Contradictory Foreclosure Reports Leave Consumers Confused
Within the last seven to ten business days there have been several different foreclosure reports about the state of US foreclosures; reports that are contradictory in many aspects. Such reports are leaving consumers confused as to the state of the housing market and where the housing and mortgage industries as a whole are at the current time. That’s likely to continue into the future until the entire housing market settles down.

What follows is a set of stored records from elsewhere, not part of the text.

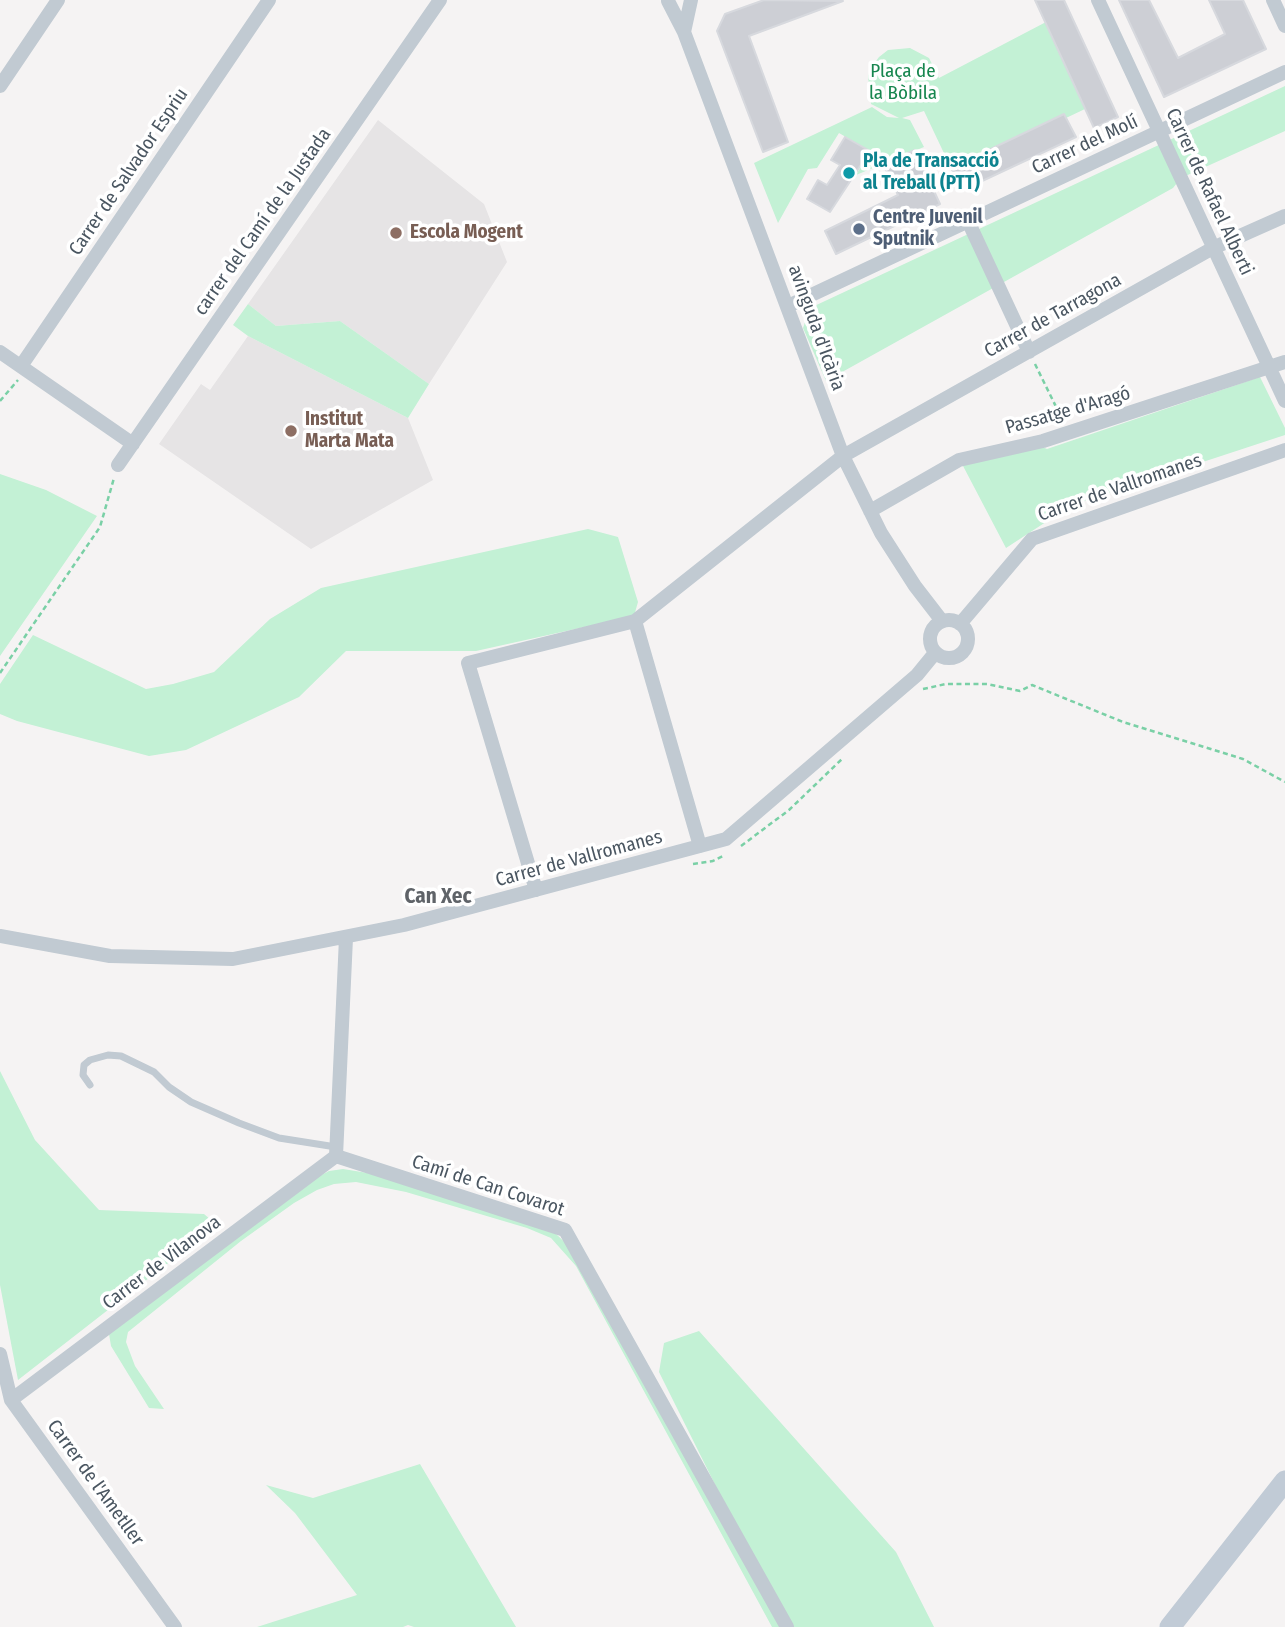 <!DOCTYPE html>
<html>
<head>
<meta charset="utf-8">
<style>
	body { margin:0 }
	canvas { display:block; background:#f5f3f3 }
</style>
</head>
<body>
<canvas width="1285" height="1627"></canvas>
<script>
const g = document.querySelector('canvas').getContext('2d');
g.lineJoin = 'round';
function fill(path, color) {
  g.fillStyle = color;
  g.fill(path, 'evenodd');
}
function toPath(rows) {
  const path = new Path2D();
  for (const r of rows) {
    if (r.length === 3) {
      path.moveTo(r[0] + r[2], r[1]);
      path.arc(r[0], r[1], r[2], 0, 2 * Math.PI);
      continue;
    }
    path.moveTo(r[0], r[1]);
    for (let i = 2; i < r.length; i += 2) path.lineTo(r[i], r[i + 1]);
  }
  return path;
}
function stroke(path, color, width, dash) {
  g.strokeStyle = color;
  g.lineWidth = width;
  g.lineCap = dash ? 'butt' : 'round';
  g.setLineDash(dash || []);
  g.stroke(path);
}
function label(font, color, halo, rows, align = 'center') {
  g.font = font + ' "Fira Sans Condensed",sans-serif';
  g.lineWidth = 7;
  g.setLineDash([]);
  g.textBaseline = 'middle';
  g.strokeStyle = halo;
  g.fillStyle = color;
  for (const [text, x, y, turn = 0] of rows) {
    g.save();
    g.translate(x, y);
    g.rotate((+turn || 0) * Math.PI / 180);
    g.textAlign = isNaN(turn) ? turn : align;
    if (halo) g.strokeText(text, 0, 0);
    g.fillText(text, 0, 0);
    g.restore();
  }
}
fill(toPath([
	[378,120,484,204,507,262,429,384,340,321,276,326,248,304],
	[248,336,408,418,433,480,311,549,159,444,201,384,210,390]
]), '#e6e4e5');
fill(toPath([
	[1046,22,1085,109,1066,118,1063,114,951,168,924,111,902,118,910,120,924,147,856,175,870,151,839,133,817,168,808,169,778,223,754,163,872,107,887,117,899,118,871,104,868,76,872,66,879,57,888,50,910,48,929,58,939,78],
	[1285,86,1285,131,1181,178,1173,188,826,381,803,328,810,308],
	[248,304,276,326,340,321,429,384,408,418,248,336,233,325],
	[1260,377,1285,428,1285,435,1072,505,1006,548,962,464,1035,444,1047,449],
	[0,474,46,490,97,516,0,656],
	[588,529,618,537,638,602,634,616,476,651,346,651,299,697,186,750,149,756,17,721,0,714,0,684,33,635,146,689,173,684,214,672,270,619,321,588],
	[0,1071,35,1140,99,1210,204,1214,217,1225,18,1380,0,1285],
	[343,1169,374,1174,555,1233,574,1251,780,1627,772,1627,576,1266,551,1238,527,1228,406,1192,356,1182,334,1184,317,1190,294,1203,241,1241,128,1332,126,1342,135,1366,164,1409,149,1408,111,1346,109,1334,308,1182,329,1171],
	[699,1331,896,1552,934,1627,786,1627,659,1372,664,1343],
	[420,1464,516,1627,414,1627,408,1625,403,1627,257,1627,357,1595,295,1513,266,1485,313,1498]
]), '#c3f1d5');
const building = toPath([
	[764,0,843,1,749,36,788,142,763,152,717,31,725,14,764,0],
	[1035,0,1064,0,1118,117,1094,128,1035,0],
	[1119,0,1149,0,1178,58,1225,34,1209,0,1243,0,1266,49,1164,97,1119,0],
	[1064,114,1076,137,963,190,951,168,1064,114],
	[845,137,870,151,830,212,807,199,818,180,827,185,840,165,831,160,845,137],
	[915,150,940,204,836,254,825,231,898,195,883,164,915,150]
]);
fill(building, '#cdcfd5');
stroke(building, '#d7d9de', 2);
stroke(toPath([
	[1035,364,1063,421],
	[0,401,18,380],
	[0,673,100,527,114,478],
	[923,689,946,684,987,684,1020,691,1032,685,1123,722,1243,759,1285,782],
	[741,846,789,810,842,759],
	[693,864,713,861,723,856]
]), '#7ad0a6', 2.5, [5, 3.5]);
stroke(toPath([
	[90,1085,83,1075,84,1065,90,1060,108,1055,121,1056,154,1072,169,1087,191,1102,239,1123,279,1138,336,1147]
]), '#c1cad2', 7);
stroke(toPath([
	[1098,0,1285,401],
	[1273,0,1285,26],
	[668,1,684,32,843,456,881,533,915,586,942,621],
	[684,32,691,0],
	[0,86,58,0],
	[968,221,1029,352],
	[788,306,1285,72],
	[0,352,133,444],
	[21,366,269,0],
	[118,465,440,0],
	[870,511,959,460,1043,441,1285,362],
	[949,639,19],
	[635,621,700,846],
	[960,624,1032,539,1285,450],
	[536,890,468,663,635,621,843,456,1213,248,1285,216],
	[0,936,110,956,233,959,404,925,726,839,917,675,935,653],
	[336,1156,565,1230,787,1627],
	[336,1156,346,938],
	[0,1354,11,1400,175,1627],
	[11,1400,336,1156]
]), '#c1cad2', 14);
stroke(toPath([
	[1170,1627,1285,1481]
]), '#c1cbd6', 21);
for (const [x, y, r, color] of [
	[849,173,7,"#0f9aa8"],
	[859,229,7,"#5c6f8a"],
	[396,233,7,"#8d6e63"],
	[291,431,7,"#8d6e63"]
]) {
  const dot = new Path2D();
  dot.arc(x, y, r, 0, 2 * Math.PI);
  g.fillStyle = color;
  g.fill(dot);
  stroke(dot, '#fff', 2.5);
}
label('19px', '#17864f', '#fff', [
	["Plaça de",903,72],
	["la Bòbila",903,94]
]);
label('19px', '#4a5661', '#fff', [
	["Carrer del Molí",1085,145,-25],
	["Carrer de Salvador Espriu",129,172,-56],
	["Carrer de Rafael Alberti",1209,192,65],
	["carrer del Camí de la Justada",263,222,-55],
	["Carrer de Tarragona",1053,316,-29],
	["avinguda d'Icària",816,328,70],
	["Passatge d'Aragó",1068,411,-16],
	["Carrer de Vallromanes",1120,488,-19],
	["Carrer de Vallromanes",579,859,-15],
	["Camí de Can Covarot",488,1186,18],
	["Carrer de Vilanova",162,1263,-37],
	["Carrer de l'Ametller",95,1483,54]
]);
label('bold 19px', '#0d838f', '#fff', [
	["Pla de Transacció",863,162],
	["al Treball (PTT)",863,184]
], 'left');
label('bold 19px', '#4e5e75', '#fff', [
	["Centre Juvenil",873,218],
	["Sputnik",873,240]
], 'left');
label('bold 19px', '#785e54', '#fff', [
	["Escola Mogent",410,233],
	["Institut",305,420],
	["Marta Mata",305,442]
], 'left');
label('bold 21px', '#5f6368', '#fff', [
	["Can Xec",438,897]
]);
</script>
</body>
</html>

One of the more positive reports to recently come out was one from the Mortgage Bankers Association (MBA) which showed a significant reduction in the number of mortgage delinquencies and foreclosures in the fourth quarter of 2011. Their numbers show not only a reduction between the third and fourth quarters of last year, but an overall reduction from the 2010 and 2009 calendar years. At the heart of the MBA report are the documents created by mortgage owners and servicers at the start of foreclosure proceedings.
On the other hand, several stories have also surfaced noting a rise in foreclosure actions for the first month of 2012. RealtyTrac data, a foreclosure property specialist, has been the primary source of many of these stories. They noted a 3% increase in foreclosure actions in January as compared to December, despite the fact that they agreed with the MBA’s assessment of an overall decrease for the 2011 calendar year. One possible explanation offered by RealtyTrac data is the recent settlement reached between forty-nine states and five of the nation’s largest mortgage lenders.
As the thinking goes, the slowdown in foreclosures last year may have been largely due to the ongoing action from the state Attorneys General. Once the settlement was reached it ostensibly freed up mortgage lenders to once again pursue foreclosure actions. If the theory holds true it’s possible US homeowners could see a spike in foreclosures this spring before the market levels off again over the summer months.
According to national numbers the states with the highest foreclosure rates continue to be Nevada, California, Arizona, and Florida. Among the top four, Nevada has been the clear leader in total foreclosure proceedings for the better part of five years.
In all likelihood the slowly improving economy suggests a return to a pre-recession housing market is likely, albeit quite a ways away. Some experts don’t foresee real estate levels reaching pre-bust peaks anytime soon; rather, they are expected to reach levels that would have been more reasonable and realistic in the period before the artificial inflation of the housing boom.